> WHAT IS EXPECTED: Beginning with the line where "Quick job: Give" appears, retype every remaining line of the data below, both the first and last included.

[Items listed in a dataset]
********
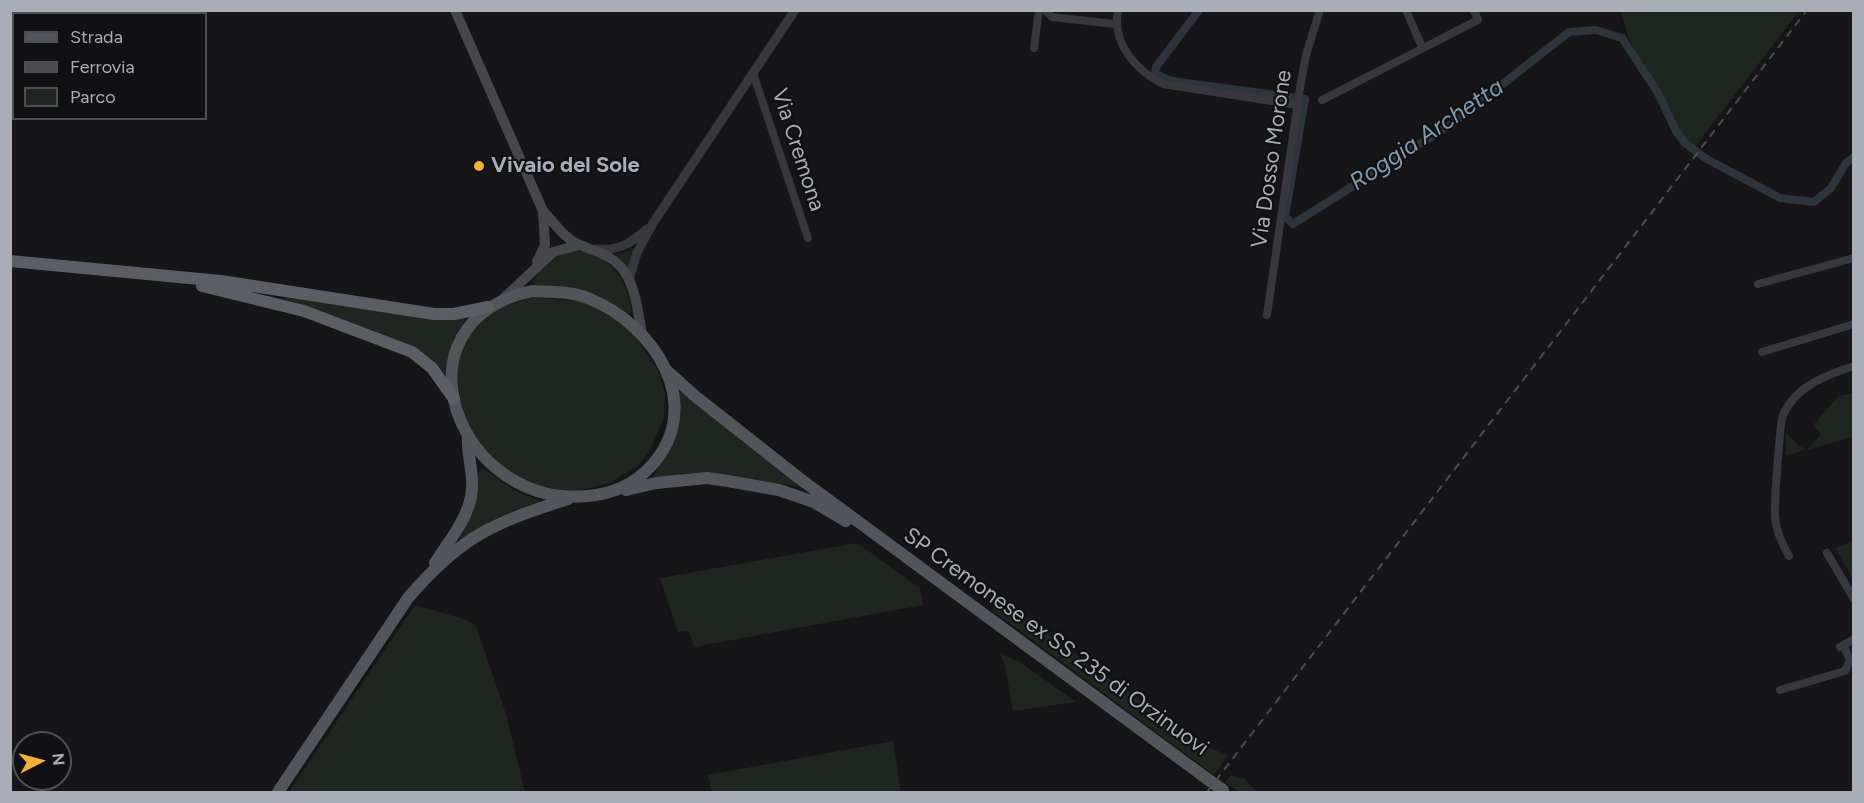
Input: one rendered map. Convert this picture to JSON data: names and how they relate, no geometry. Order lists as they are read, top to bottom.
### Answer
{
  "streets": {
    "main road": ["SP Cremonese ex SS 235 di Orzinuovi"],
    "street": ["Via Cremona", "Via Dosso Morone"]
  },
  "water": ["Roggia Archetta"],
  "places": ["Vivaio del Sole"],
  "legend": ["Strada", "Ferrovia", "Parco"],
  "north": "right"
}
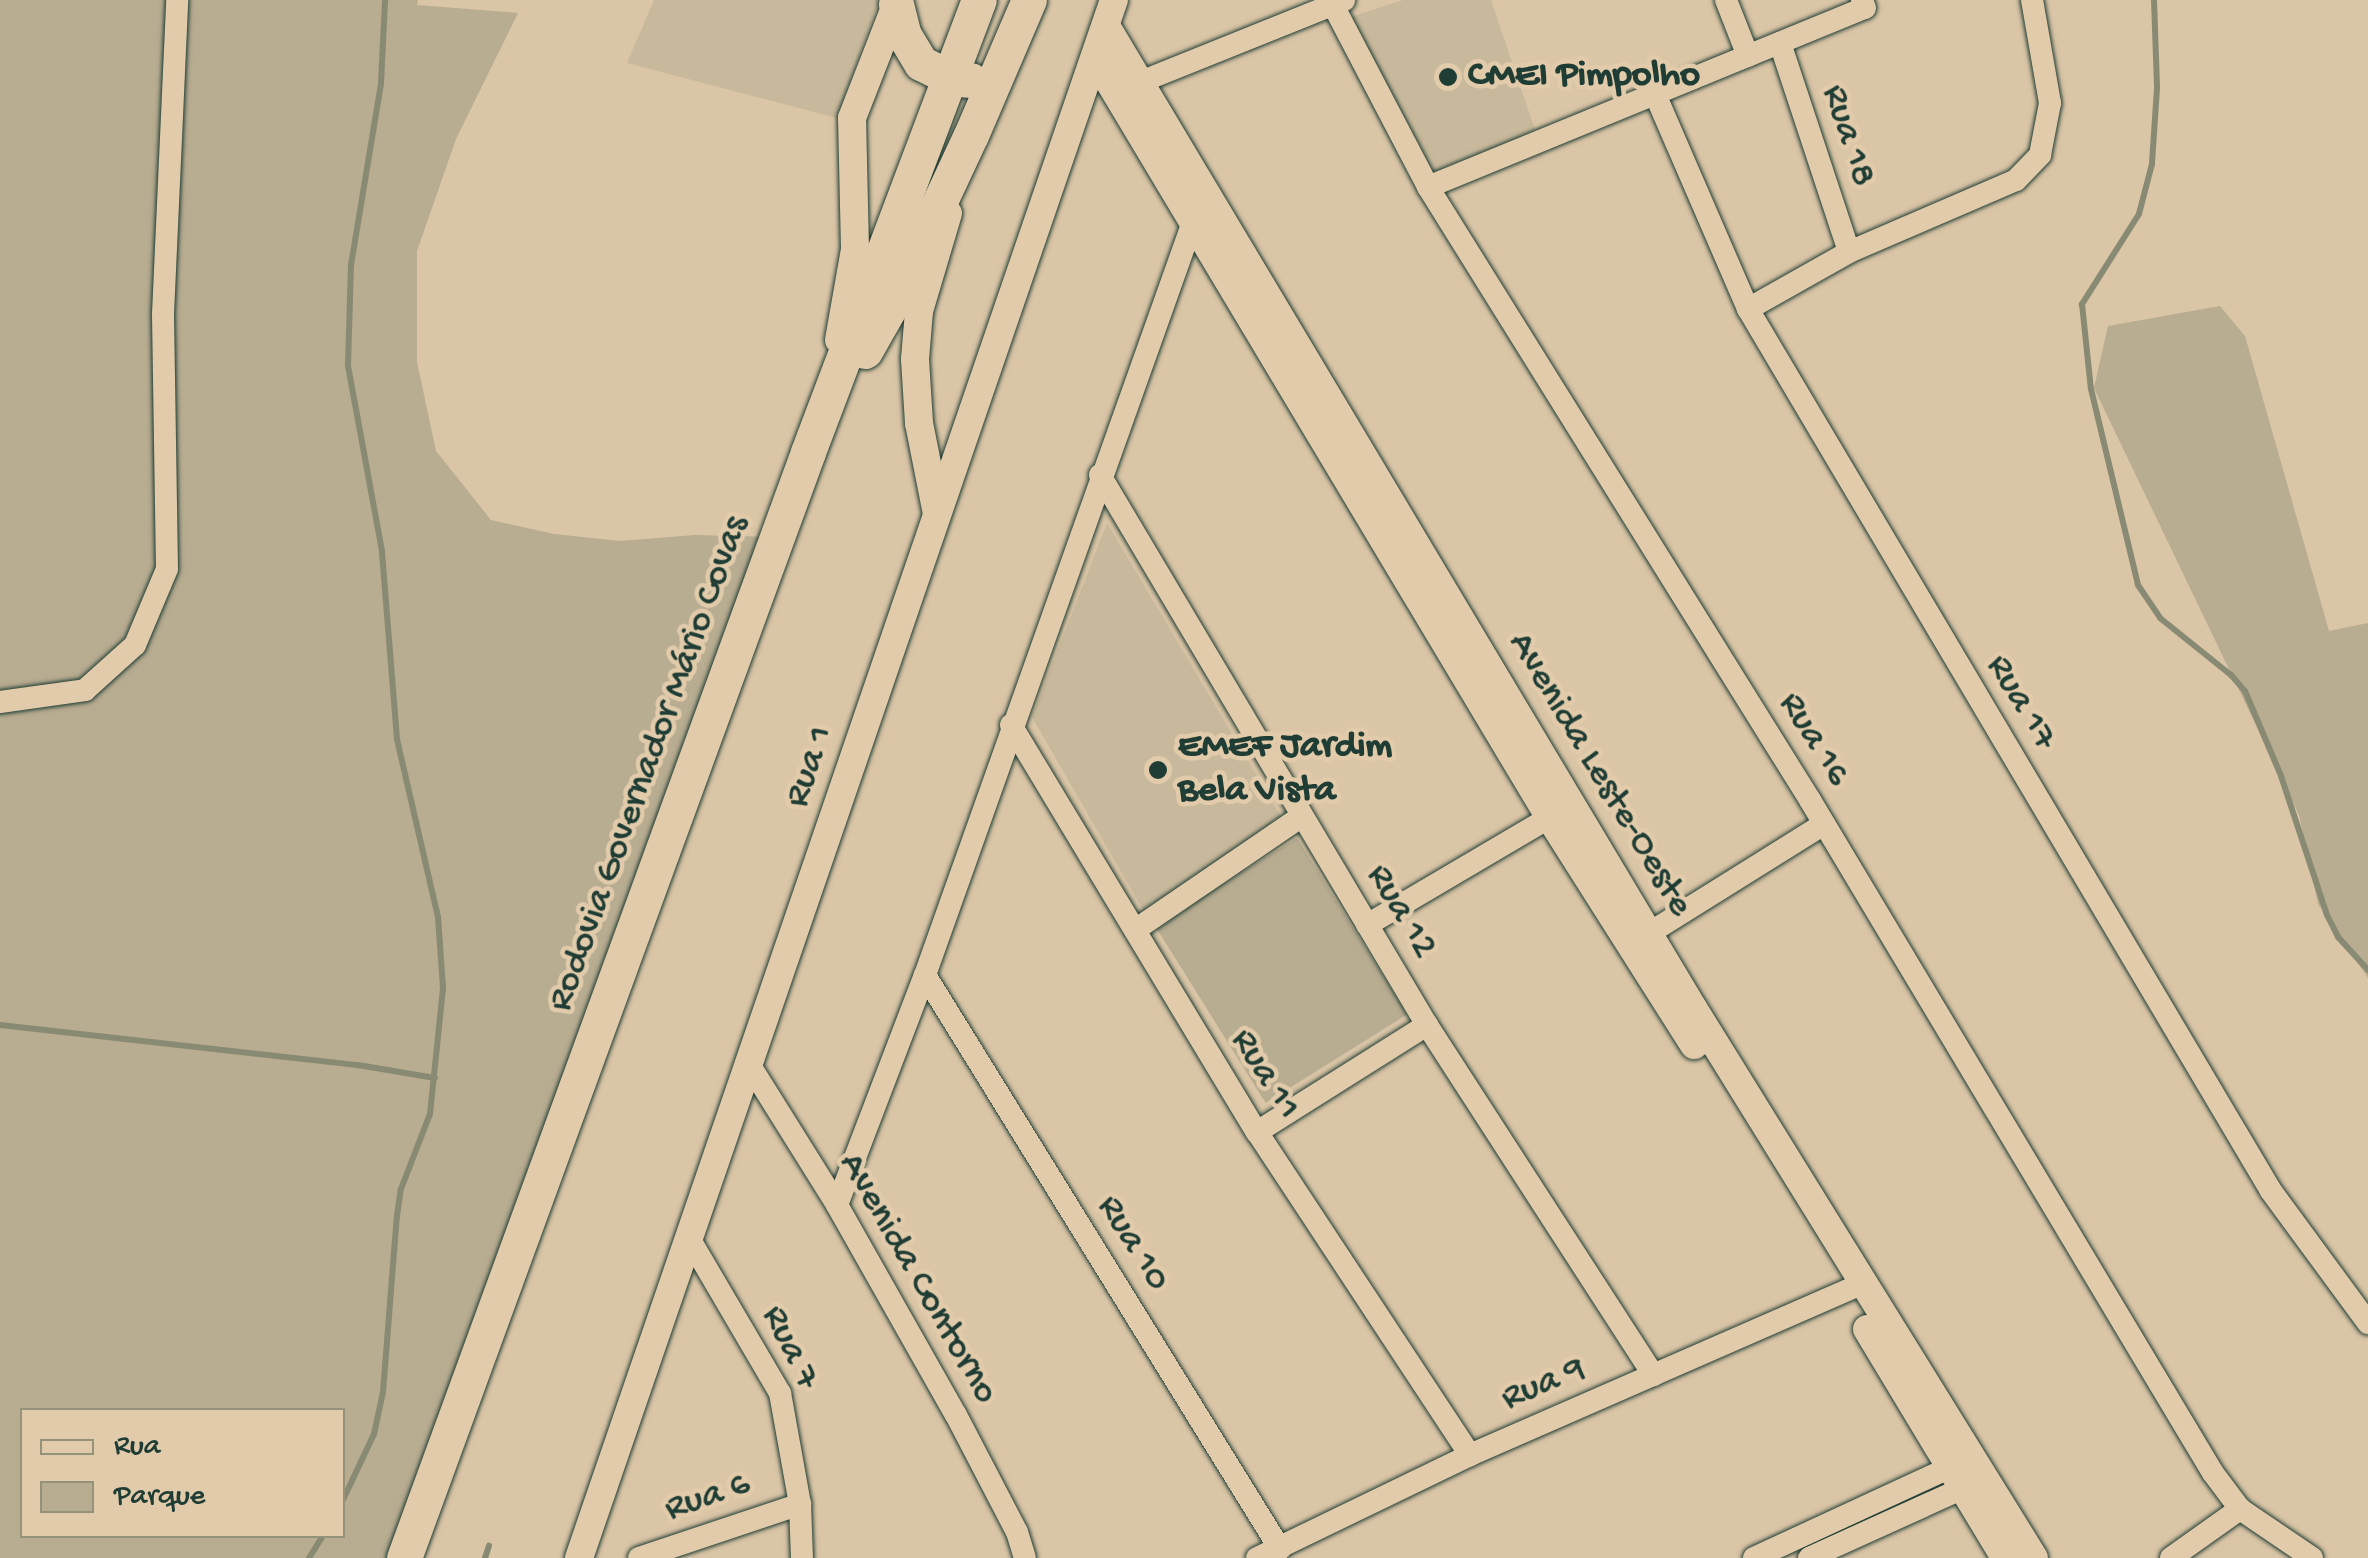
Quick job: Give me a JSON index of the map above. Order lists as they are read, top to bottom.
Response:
********
> TASK ANSWER:
Quick job: Give me a JSON index of the map above. Order lists as they are read, top to bottom.
Response:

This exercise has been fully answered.